- You're dating someone, but it's on the rocks
- You're dating someone who is technically the boyfriend/girlfriend/husband/wife of someone else
- You have a friend with benefits, but there isn't a relationship status for casual sex
I asked a bunch of friends who have this as their relationship status what it meant to them and the reactions I got went from mild acceptance to thinly-veiled hostility over the status of their love life. We as humans (well, most of us, I can't speak for those who eschew love altogether) crave to be loved, to have someone to love. And we're stingy, no one likes to play second fiddle (especially to someone who you deem to have less to offer than you do).
So why comply? Why accept that you'll never be anything more than a back-up plan? I don't get that. Yet, I've spent some time in my not-so-distant past being in what can only be called a relationship in the loosest sense of the word. For me, the reasons I have for my acceptance of those terms were justified in my warped mind, albeit quite pathetic nonetheless.

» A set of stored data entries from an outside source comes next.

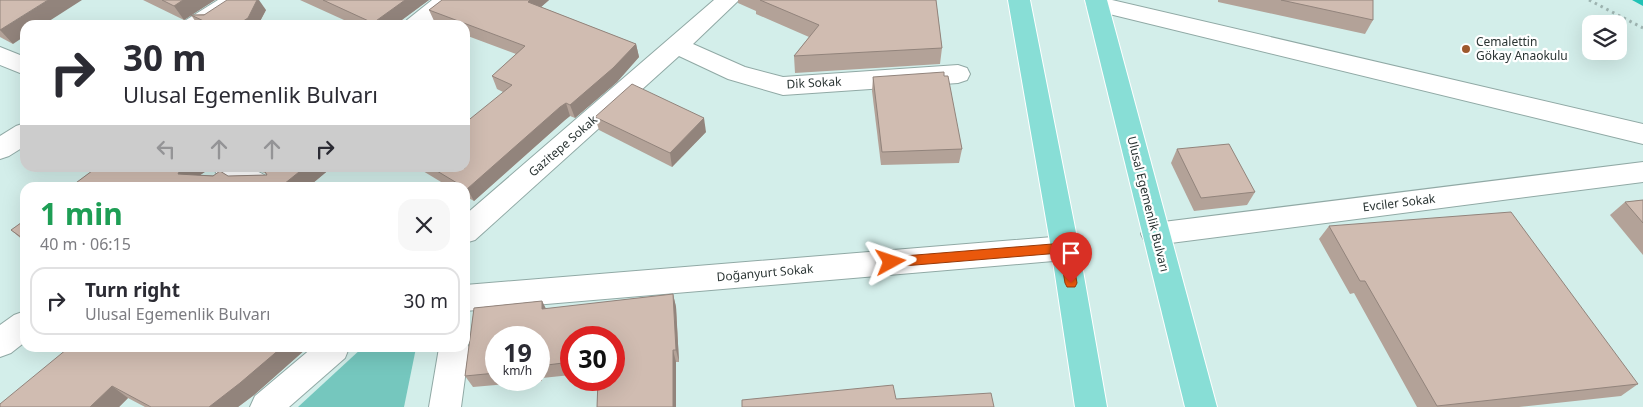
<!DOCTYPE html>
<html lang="en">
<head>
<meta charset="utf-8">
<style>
  :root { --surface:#fff; --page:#f7f7f7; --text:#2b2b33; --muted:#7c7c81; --line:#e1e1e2 }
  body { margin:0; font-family:"Noto Sans",sans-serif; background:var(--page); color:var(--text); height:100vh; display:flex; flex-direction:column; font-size:19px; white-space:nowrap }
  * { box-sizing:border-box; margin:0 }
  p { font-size:16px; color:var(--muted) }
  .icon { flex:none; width:28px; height:28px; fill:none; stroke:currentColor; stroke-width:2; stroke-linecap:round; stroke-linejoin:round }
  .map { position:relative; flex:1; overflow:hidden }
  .panel { position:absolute; left:20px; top:182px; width:450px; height:170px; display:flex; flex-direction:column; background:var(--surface); border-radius:15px; box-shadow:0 5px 20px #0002 }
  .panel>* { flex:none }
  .hud { position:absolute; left:20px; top:20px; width:450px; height:152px; border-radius:15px; box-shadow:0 5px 20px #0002; background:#fff; color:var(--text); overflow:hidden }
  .buttons { position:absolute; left:1582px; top:15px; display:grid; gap:10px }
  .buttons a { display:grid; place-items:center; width:45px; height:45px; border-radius:10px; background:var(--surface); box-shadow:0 5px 20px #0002; font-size:25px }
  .speed { position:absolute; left:485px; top:326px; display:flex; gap:10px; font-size:25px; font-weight:700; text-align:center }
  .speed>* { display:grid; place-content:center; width:65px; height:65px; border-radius:50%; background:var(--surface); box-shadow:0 5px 20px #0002; line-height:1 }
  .speed small { font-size:12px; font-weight:400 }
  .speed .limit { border:8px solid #d22; background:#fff; color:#111 }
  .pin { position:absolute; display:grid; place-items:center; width:42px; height:42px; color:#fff; margin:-51px -21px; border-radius:50% 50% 50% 0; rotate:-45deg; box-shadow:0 0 5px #0007 }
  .pin .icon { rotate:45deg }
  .me { position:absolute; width:55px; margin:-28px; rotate:85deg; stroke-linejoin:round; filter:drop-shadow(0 0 4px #0008) }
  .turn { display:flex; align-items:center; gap:18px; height:105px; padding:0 20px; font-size:22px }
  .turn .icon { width:65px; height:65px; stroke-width:2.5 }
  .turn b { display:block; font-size:35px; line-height:42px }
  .lanes { display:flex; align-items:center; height:48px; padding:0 20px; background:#0003; justify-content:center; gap:25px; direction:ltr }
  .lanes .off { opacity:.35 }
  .round { display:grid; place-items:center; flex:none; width:52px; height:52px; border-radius:15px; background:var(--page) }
  .overview { display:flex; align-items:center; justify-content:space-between; height:85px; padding:0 20px }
  h1 { font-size:30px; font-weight:700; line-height:38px; color:#1e9e55 }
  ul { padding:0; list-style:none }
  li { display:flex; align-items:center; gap:15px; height:68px; margin:0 10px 8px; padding:0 10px; border:2px solid var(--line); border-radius:15px }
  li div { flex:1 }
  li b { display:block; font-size:19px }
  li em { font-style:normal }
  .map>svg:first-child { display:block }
  .green { fill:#75c7be }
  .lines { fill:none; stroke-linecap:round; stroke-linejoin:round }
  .stream { fill:#21c2b5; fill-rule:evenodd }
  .minor-casing { stroke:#90a9a5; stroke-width:2 }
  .primary-casing { stroke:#fff; stroke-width:2 }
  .path { stroke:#9eb4b1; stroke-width:3; stroke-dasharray:2.5 4; stroke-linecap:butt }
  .minor { fill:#fff; fill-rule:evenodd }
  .primary { fill:#88ded6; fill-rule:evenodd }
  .wall { fill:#b3a298; fill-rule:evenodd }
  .shaded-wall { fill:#92847c }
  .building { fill:#d0bcb1; stroke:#92847c }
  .route { fill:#ea580c; stroke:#983908 }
  .poi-dot { fill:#9e592d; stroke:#fff; stroke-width:2 }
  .labels { text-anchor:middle; stroke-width:4.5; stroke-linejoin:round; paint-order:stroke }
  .poi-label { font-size:12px; fill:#2a3433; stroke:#fff; text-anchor:start }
  .street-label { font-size:12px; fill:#2a3433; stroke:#fff }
</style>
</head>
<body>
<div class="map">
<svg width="1643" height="407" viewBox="0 0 1643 407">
  <rect width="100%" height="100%" fill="#d3eeea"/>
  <polygon class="green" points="362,348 416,348 404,407 298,407"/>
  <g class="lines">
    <polygon class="stream" points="1632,0 1643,0 1643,6"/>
    <defs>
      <g id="minor">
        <polygon points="218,0 245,0 242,5 211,25 182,25 186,20"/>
        <polygon points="432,0 458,0 455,5 430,25 403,25 407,20"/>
        <polygon points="714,0 739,0 693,44 745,67 783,77 958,65 967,68 970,74 967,80 958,83 783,95 728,79 679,56 475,240 465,243 465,215"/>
        <polygon points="1088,0 1112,0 1643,124 1643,144 1097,11 1089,9 1086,4"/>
        <polygon points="0,47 25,57 25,75 0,65"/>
        <polygon points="25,123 25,146 9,156 0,159 0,136 16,126"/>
        <polygon points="1643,162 1643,182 1155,245 1145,242 1141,234 1145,226 1155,223"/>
        <path d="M213 168C233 165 265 166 276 188 254 188 225 191 213 168Z"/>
        <polygon points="1065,236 1075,240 1079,248 1075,256 1065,260 465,311 465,285"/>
        <polygon points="25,311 25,342 11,353 0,357 0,325 14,315"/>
        <polygon points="465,338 469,348 461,407 429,407 439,348 465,348"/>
        <polygon points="312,348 349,348 345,358 289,407 250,407 255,396"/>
      </g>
      <g id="primary">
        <polygon points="1008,0 1030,0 1079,248 1107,407 1075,407 1051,248"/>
        <polygon points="1085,0 1107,0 1217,407 1185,407"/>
      </g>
    </defs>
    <use href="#minor" class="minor-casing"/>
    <use href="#primary" class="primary-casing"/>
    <polyline class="path" points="1589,0 1643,28"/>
    <use href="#minor" class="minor"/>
    <use href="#primary" class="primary"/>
  </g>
  <g class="wall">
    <polygon points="0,0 13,44 0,37"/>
    <polygon points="143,0 215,0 191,15 266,10 258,25 198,25 191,15 184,20"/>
    <polygon points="300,0 429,0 395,25 355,25"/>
    <polygon points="442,0 549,0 541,7 636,44 639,57 617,82 575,118 570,116 565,120 474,201 465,196 465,188 451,188 418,168 465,168 503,92 497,89 492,76 516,54 465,35 465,25 440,25 435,23 429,10"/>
    <polygon points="738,0 936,0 942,48 940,64 795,73 794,56 809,37 756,14 756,11 738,3"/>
    <polygon points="1218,0 1373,0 1373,20 1365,34 1218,2"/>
    <polygon points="944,76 962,149 959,163 881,165 872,91 873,77"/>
    <polygon points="595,117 706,132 672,167 599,130"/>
    <polygon points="1177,149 1255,192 1247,205 1194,211 1171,163"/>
    <polygon points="96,168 211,168 200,175 228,176 267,175 265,173 247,168 331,168 307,188 69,188"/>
    <polygon points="1643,200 1643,255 1610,215 1625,202"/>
    <polygon points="25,220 25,242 11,230"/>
    <polygon points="1329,226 1638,384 1621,396 1519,407 1417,407 1354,293 1350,294 1319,239"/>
    <path d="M673 294 676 307 679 362H676V407H597L598 380H614V338H571V375L542 378V381L473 387 465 376 474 308 542 301 546 309ZM496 338H539V380H496Z"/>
    <polygon points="64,348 307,348 254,395 238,407 145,407 128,398 119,407 0,407 67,350"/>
  </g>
  <g class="shaded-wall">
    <polygon points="48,0 82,0 43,25 25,25 25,36 13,44 0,30"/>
    <polygon points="183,0 215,0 184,20 174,6"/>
    <polygon points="257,0 259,0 266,10 258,25 237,25"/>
    <polygon points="405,0 429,0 395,25 375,25 373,23"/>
    <polygon points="530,0 549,0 532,15 528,2"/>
    <polygon points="636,44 639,57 617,82 575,118 570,105"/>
    <polygon points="566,103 570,116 565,120 474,201 467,189 560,107"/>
    <polygon points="704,118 706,132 672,167 670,153"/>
    <polygon points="181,168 211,168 194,179 178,174"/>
    <polygon points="304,168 331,168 307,188 279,188"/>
    <polygon points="673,294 676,307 679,362 676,350"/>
    <polygon points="542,301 548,313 542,309"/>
    <polygon points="281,348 307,348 254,395 238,407 209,407"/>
    <polygon points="673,350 676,362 676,407 673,407"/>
    <polygon points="539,371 542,378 542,381 539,374"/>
    <polygon points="112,386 128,398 119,407 90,407"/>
  </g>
  <g class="building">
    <polygon points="0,0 48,0 0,30"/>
    <polygon points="162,0 183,0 174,6"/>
    <polygon points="227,0 257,0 248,18 237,25 212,25 191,15 204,15"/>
    <polygon points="323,0 405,0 373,23"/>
    <polygon points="442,0 530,0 528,2 636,44 613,68 570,105 566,103 560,107 467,189 432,168 465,168 465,123 512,85 492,76 525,46 429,10"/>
    <polygon points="760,0 936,0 942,48 794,56 819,25"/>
    <polygon points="1281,0 1373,0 1373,20"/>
    <polygon points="944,72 944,76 948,76 962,149 882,152 873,77"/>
    <polygon points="632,84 704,118 670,153 595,117"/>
    <polygon points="1229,144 1255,192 1201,198 1177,149"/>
    <polygon points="96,168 181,168 178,174 213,176 220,171 228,176 267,175 263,168 304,168 279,188 69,188"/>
    <polygon points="1643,200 1643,223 1625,202"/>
    <polygon points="1511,212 1638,384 1437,406 1365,281 1360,281 1329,226"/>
    <polygon points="25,220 25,240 11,230"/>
    <polygon points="673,294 676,350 673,350 673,407 597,407 598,380 614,380 614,338 571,338 571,362 539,366 539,338 496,338 496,373 465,376 474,308 542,301 542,309"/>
    <polygon points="65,348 281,348 240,383 209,407 151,407 112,386 90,407 0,407 0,404 67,349"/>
    <polygon points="893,385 896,399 991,393 994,407 742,407 742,400"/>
  </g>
  <polygon class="route" points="1065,243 1069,245 1071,248 1077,283 1075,287 1067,287 1065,283 1060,253 891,267 887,266 885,262 887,259 891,257"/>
  <circle class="poi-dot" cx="1466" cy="49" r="5"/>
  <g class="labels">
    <g class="poi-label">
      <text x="1476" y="46">Cemalettin<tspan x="1476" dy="14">Gökay Anaokulu</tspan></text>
    </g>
    <g class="street-label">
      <text transform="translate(814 83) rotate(-3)" y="4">Dik Sokak</text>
      <text transform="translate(563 146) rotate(-41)" y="4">Gazitepe Sokak</text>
      <text transform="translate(1399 203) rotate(-7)" y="4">Evciler Sokak</text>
      <text transform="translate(1148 204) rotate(76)" y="4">Ulusal Egemenlik Bulvarı</text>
      <text transform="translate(765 273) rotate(-5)" y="4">Doğanyurt Sokak</text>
    </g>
  </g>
</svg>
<div class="buttons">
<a><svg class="icon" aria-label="layers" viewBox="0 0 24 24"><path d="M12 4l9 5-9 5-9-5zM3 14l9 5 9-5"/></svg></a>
</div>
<div class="speed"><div>19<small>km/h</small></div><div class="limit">30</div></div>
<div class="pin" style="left:1071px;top:283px;background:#d93025"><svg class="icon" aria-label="arrive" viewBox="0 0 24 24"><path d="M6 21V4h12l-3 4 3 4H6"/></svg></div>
<svg class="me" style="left:891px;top:262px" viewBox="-20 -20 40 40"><path d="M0-17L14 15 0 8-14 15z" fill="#ea580c" stroke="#fff" stroke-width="4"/></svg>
<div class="hud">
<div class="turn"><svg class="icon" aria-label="right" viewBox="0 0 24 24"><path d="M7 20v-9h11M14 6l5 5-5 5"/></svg><div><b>30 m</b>Ulusal Egemenlik Bulvarı</div></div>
<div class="lanes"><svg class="icon off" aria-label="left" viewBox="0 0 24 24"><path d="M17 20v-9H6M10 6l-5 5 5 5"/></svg><svg class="icon off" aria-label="ahead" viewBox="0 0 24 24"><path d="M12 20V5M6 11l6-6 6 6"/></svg><svg class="icon off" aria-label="ahead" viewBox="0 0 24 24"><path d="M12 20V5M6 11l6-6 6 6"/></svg><svg class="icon" aria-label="right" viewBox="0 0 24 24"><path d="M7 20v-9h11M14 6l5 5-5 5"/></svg></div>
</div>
<section class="panel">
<div class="overview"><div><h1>1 min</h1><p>40 m · 06:15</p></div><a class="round"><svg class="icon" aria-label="close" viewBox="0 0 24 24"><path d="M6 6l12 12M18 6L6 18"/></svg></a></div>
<ul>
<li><svg class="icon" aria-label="right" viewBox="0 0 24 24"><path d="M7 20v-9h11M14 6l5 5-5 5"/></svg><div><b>Turn right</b><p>Ulusal Egemenlik Bulvarı</p></div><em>30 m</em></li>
</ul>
</section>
</div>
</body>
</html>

Don't get me wrong, life isn't all sunshine and farts, but why can't we be honest with the ones we choose to spend (or waste, depending on how you feel) our lives with? If someone's in a relationship and they're totally unhappy, but stay out of some sense of obligation, why not have the balls and common decency to tell your partner you're over it? If you're dating a married/attached person, why not have the self-respect to tell them that you don't like being the "other woman/man" (unless you're ok with that...and if that's the case, you're a f*cked up individual and karma will come for you eventually)? If you're just casually sleeping with someone, aren't you really just single?
I don't know and I don't judge (except in cases of #2 above and I have my reasons for that---to reiterate, f*ck cheaters, y'all aint sh*t).